TEGERNSEE Münih yakınlarında bir göl kasabası.Doğan Yayın Holding her yıl yönetim kurulu toplantılarından birini burada yapıyor.
Bu yıl yönetim kurulumuzun yeni bir üyesi toplantıya ilk defa katıldı.
İtalya’nın en büyük medya gruplarından Rizzoli’nin eski CEO’su Gianni d’Angelo, yönetim kurulu üyeliğinden ayrıldı.
Gianni, Avrupa medyasının en parlak ve en sempatik isimlerinden biri.
Artık yarı profesyonel, yarı emekli bir hayat sürüyor.
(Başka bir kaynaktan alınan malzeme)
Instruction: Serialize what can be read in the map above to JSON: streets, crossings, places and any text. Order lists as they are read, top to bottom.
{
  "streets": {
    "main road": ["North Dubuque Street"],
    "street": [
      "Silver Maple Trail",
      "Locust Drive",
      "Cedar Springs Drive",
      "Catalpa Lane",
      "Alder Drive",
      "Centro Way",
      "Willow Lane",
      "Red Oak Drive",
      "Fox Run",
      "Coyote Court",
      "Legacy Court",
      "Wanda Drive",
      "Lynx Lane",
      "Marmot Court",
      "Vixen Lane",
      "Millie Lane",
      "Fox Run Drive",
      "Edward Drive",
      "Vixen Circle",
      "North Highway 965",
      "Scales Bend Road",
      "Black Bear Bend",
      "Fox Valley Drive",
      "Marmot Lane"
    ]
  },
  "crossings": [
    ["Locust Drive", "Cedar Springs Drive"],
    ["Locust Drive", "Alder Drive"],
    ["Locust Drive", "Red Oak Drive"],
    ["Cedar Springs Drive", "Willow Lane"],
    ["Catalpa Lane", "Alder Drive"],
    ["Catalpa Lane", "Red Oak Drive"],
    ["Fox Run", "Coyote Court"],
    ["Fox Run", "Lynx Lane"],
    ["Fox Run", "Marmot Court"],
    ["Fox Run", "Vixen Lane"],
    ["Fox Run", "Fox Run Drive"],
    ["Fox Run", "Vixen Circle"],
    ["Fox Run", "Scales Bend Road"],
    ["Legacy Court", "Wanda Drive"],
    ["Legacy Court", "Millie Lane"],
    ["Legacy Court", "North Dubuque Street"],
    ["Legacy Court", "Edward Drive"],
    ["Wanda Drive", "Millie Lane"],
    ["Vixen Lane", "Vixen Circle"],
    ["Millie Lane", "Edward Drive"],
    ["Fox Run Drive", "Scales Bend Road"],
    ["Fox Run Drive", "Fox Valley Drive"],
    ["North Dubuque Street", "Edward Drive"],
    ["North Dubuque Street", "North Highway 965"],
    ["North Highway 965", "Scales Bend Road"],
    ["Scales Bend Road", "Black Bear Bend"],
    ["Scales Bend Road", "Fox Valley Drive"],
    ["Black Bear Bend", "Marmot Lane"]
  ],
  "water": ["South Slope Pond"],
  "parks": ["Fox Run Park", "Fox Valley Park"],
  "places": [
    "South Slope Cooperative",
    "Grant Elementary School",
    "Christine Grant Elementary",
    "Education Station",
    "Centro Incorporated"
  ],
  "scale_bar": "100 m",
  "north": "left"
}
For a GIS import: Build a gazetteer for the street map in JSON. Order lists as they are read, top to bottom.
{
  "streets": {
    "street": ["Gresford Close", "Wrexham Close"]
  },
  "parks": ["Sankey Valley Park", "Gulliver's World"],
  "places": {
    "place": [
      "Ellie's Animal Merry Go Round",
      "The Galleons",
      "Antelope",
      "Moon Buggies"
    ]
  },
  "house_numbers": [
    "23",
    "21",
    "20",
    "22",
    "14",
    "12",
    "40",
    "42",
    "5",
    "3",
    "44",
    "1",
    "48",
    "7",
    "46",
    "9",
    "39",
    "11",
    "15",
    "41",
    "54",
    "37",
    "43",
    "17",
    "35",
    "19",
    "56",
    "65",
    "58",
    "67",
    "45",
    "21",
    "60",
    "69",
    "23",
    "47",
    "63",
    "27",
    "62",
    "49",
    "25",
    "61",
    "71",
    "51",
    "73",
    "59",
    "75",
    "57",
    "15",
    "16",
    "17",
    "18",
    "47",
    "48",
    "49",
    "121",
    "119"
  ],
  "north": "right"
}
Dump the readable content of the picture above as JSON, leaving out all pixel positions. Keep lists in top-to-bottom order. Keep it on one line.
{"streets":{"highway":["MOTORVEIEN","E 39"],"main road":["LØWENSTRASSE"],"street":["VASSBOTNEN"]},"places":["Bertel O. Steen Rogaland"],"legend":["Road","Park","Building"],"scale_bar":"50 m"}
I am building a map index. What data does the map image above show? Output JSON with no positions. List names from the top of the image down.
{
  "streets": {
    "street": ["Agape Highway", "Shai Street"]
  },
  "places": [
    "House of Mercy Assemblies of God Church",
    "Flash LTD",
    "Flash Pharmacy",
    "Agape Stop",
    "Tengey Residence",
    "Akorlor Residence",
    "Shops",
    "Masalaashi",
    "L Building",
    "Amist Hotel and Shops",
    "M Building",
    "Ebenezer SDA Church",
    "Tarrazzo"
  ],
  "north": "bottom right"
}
Girit Adası’nda bir evi var. Boş kaldığı zaman oraya koşuyor.
Müthiş bir Akdenizli.
Onu görmeye devam edeceğiz. Eksikliğini hem profesyonel hem de duygusal açıdan epey hissedeceğiz.
* * *
Yönetim Kurulu’nun yeni üyesi Almanya’nın ve dünyanın dev medya gruplarından Axel Springer’in CEO’su Matthias Dopner.
Dışardan katılan iki öteki yönetim kurulu üyesi ise Almanya’nın bir başka dev medya kuruluşu Burda’nın sahibi ve Yönetim Kurulu Başkanı Dr. Herbert Burda ile eski Büyükelçi ve TÜSİAD Yönetim Kurulu üyesi Cem Duna.
Yönetim Kurulu’nun bu yapısı Doğan Yayın Grubu’nun, giderek küreselleşen stratejisinin aynası.
Grubumuz artık uluslararası bir oyuncu oluyor.
Bunun son aşaması da Hürriyet’in satın aldığı ve Rusya dahil 7 ülkede faaliyet gösteren reklam yayıncılığı şirketi.
Bunu da ilerde bir yazıda anlatacağım.
Ama yazımın asıl konusu bu değil.
Ben önceki gün Hürriyet’te yayımlanan bir haberden hareket ederek, giderek karamsarlaşan ruhlarımıza umut ışığı veren çok önemli psikolojik ve ekonomik trendlerden söz edeceğim.
* * *
Perşembe günü Hürriyet’te iki haber yan yana yayımlandı.
Birincisi manşetti ve Dubaili bir şirketin İstanbul’daki büyük bir arsayı, KDV dahil 1 milyar dolara yakın para ödeyerek aldığını anlatıyordu.
Bu haberin içine gömülmüş çok önemli ikinci bir haber vardı.
Suudi Arabistanlı bir prens, İsrail’de otel yatırımı yapmak istiyordu.
Düşünebiliyor musunuz, bugün bırakın İsrail vatandaşlarını, pasaportunda İsrail vizesi olan yabancıları bile sınırından sokmayan bir ülkenin bir vatandaşı, böyle bir yatırımı göze alıyor.
Eğer yalanlanmazsa, bana göre bu yılın en önemli gelişmelerinden biri.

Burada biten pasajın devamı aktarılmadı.